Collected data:
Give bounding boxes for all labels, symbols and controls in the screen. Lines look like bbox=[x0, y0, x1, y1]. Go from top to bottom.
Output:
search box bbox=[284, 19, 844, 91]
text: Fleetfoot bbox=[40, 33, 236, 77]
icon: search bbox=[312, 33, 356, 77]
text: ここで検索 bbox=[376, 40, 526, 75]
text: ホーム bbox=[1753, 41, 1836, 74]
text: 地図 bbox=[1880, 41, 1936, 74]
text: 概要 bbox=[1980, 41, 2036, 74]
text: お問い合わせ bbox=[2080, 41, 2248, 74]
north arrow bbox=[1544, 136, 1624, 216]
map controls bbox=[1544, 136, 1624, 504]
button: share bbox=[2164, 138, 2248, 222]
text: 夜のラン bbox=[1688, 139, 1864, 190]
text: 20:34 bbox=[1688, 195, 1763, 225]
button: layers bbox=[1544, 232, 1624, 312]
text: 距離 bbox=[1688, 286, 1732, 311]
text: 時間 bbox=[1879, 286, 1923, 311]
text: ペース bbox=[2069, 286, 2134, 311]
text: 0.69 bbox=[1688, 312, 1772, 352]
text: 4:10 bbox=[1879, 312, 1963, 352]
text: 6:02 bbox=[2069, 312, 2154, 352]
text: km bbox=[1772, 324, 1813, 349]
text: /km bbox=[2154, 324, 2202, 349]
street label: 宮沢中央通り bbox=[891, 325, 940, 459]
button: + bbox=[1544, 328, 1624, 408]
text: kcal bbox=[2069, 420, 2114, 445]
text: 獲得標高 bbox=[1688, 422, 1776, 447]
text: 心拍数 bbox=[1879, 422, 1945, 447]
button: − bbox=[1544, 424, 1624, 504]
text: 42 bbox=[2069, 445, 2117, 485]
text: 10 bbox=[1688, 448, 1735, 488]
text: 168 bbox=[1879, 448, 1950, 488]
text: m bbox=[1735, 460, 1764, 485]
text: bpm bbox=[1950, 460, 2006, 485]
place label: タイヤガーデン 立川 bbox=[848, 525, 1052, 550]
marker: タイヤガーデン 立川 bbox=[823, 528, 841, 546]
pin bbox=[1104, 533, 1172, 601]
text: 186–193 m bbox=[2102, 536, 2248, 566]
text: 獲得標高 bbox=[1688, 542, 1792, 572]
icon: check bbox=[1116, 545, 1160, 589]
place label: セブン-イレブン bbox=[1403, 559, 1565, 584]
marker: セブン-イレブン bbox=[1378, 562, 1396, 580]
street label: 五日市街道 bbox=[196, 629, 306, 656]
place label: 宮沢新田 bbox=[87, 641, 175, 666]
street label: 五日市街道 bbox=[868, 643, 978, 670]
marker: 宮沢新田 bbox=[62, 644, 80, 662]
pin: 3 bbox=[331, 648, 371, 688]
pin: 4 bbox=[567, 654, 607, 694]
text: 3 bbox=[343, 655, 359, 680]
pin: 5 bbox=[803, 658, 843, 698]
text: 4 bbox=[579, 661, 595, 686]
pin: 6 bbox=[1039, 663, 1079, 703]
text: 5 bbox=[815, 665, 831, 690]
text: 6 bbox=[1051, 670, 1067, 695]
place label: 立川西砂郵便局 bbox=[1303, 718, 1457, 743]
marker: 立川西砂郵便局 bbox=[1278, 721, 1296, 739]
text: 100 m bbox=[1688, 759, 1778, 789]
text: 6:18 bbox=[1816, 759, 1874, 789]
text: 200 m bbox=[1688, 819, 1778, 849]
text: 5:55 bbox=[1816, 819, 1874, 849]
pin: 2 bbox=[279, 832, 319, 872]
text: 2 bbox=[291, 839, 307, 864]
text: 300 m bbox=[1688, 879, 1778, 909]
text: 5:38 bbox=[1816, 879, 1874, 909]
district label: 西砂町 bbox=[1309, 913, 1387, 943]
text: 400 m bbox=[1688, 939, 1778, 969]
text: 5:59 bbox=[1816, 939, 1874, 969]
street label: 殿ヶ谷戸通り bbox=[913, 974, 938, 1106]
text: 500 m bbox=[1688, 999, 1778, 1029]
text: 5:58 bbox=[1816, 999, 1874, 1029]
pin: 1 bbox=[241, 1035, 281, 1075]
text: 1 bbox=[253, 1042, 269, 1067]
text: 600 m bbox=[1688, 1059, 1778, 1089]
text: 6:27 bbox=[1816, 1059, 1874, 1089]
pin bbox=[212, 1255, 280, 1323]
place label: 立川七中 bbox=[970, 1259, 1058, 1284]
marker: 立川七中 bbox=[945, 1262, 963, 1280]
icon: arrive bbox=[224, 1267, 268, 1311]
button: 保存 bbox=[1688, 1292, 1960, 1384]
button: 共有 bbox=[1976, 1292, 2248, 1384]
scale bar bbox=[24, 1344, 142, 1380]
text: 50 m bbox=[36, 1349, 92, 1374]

**EXERCISE DESCRIPTION**
All of the records must be repeated exactly.

**ANSWER SPACE**
Give bounding boxes for all labels, symbols and controls in the screen. Lines look like bbox=[x0, y0, x1, y1]. Go from top to bottom.
Output:
search box bbox=[284, 19, 844, 91]
text: Fleetfoot bbox=[40, 33, 236, 77]
icon: search bbox=[312, 33, 356, 77]
text: ここで検索 bbox=[376, 40, 526, 75]
text: ホーム bbox=[1753, 41, 1836, 74]
text: 地図 bbox=[1880, 41, 1936, 74]
text: 概要 bbox=[1980, 41, 2036, 74]
text: お問い合わせ bbox=[2080, 41, 2248, 74]
north arrow bbox=[1544, 136, 1624, 216]
map controls bbox=[1544, 136, 1624, 504]
button: share bbox=[2164, 138, 2248, 222]
text: 夜のラン bbox=[1688, 139, 1864, 190]
text: 20:34 bbox=[1688, 195, 1763, 225]
button: layers bbox=[1544, 232, 1624, 312]
text: 距離 bbox=[1688, 286, 1732, 311]
text: 時間 bbox=[1879, 286, 1923, 311]
text: ペース bbox=[2069, 286, 2134, 311]
text: 0.69 bbox=[1688, 312, 1772, 352]
text: 4:10 bbox=[1879, 312, 1963, 352]
text: 6:02 bbox=[2069, 312, 2154, 352]
text: km bbox=[1772, 324, 1813, 349]
text: /km bbox=[2154, 324, 2202, 349]
street label: 宮沢中央通り bbox=[891, 325, 940, 459]
button: + bbox=[1544, 328, 1624, 408]
text: kcal bbox=[2069, 420, 2114, 445]
text: 獲得標高 bbox=[1688, 422, 1776, 447]
text: 心拍数 bbox=[1879, 422, 1945, 447]
button: − bbox=[1544, 424, 1624, 504]
text: 42 bbox=[2069, 445, 2117, 485]
text: 10 bbox=[1688, 448, 1735, 488]
text: 168 bbox=[1879, 448, 1950, 488]
text: m bbox=[1735, 460, 1764, 485]
text: bpm bbox=[1950, 460, 2006, 485]
place label: タイヤガーデン 立川 bbox=[848, 525, 1052, 550]
marker: タイヤガーデン 立川 bbox=[823, 528, 841, 546]
pin bbox=[1104, 533, 1172, 601]
text: 186–193 m bbox=[2102, 536, 2248, 566]
text: 獲得標高 bbox=[1688, 542, 1792, 572]
icon: check bbox=[1116, 545, 1160, 589]
place label: セブン-イレブン bbox=[1403, 559, 1565, 584]
marker: セブン-イレブン bbox=[1378, 562, 1396, 580]
street label: 五日市街道 bbox=[196, 629, 306, 656]
place label: 宮沢新田 bbox=[87, 641, 175, 666]
street label: 五日市街道 bbox=[868, 643, 978, 670]
marker: 宮沢新田 bbox=[62, 644, 80, 662]
pin: 3 bbox=[331, 648, 371, 688]
pin: 4 bbox=[567, 654, 607, 694]
text: 3 bbox=[343, 655, 359, 680]
pin: 5 bbox=[803, 658, 843, 698]
text: 4 bbox=[579, 661, 595, 686]
pin: 6 bbox=[1039, 663, 1079, 703]
text: 5 bbox=[815, 665, 831, 690]
text: 6 bbox=[1051, 670, 1067, 695]
place label: 立川西砂郵便局 bbox=[1303, 718, 1457, 743]
marker: 立川西砂郵便局 bbox=[1278, 721, 1296, 739]
text: 100 m bbox=[1688, 759, 1778, 789]
text: 6:18 bbox=[1816, 759, 1874, 789]
text: 200 m bbox=[1688, 819, 1778, 849]
text: 5:55 bbox=[1816, 819, 1874, 849]
pin: 2 bbox=[279, 832, 319, 872]
text: 2 bbox=[291, 839, 307, 864]
text: 300 m bbox=[1688, 879, 1778, 909]
text: 5:38 bbox=[1816, 879, 1874, 909]
district label: 西砂町 bbox=[1309, 913, 1387, 943]
text: 400 m bbox=[1688, 939, 1778, 969]
text: 5:59 bbox=[1816, 939, 1874, 969]
street label: 殿ヶ谷戸通り bbox=[913, 974, 938, 1106]
text: 500 m bbox=[1688, 999, 1778, 1029]
text: 5:58 bbox=[1816, 999, 1874, 1029]
pin: 1 bbox=[241, 1035, 281, 1075]
text: 1 bbox=[253, 1042, 269, 1067]
text: 600 m bbox=[1688, 1059, 1778, 1089]
text: 6:27 bbox=[1816, 1059, 1874, 1089]
pin bbox=[212, 1255, 280, 1323]
place label: 立川七中 bbox=[970, 1259, 1058, 1284]
marker: 立川七中 bbox=[945, 1262, 963, 1280]
icon: arrive bbox=[224, 1267, 268, 1311]
button: 保存 bbox=[1688, 1292, 1960, 1384]
button: 共有 bbox=[1976, 1292, 2248, 1384]
scale bar bbox=[24, 1344, 142, 1380]
text: 50 m bbox=[36, 1349, 92, 1374]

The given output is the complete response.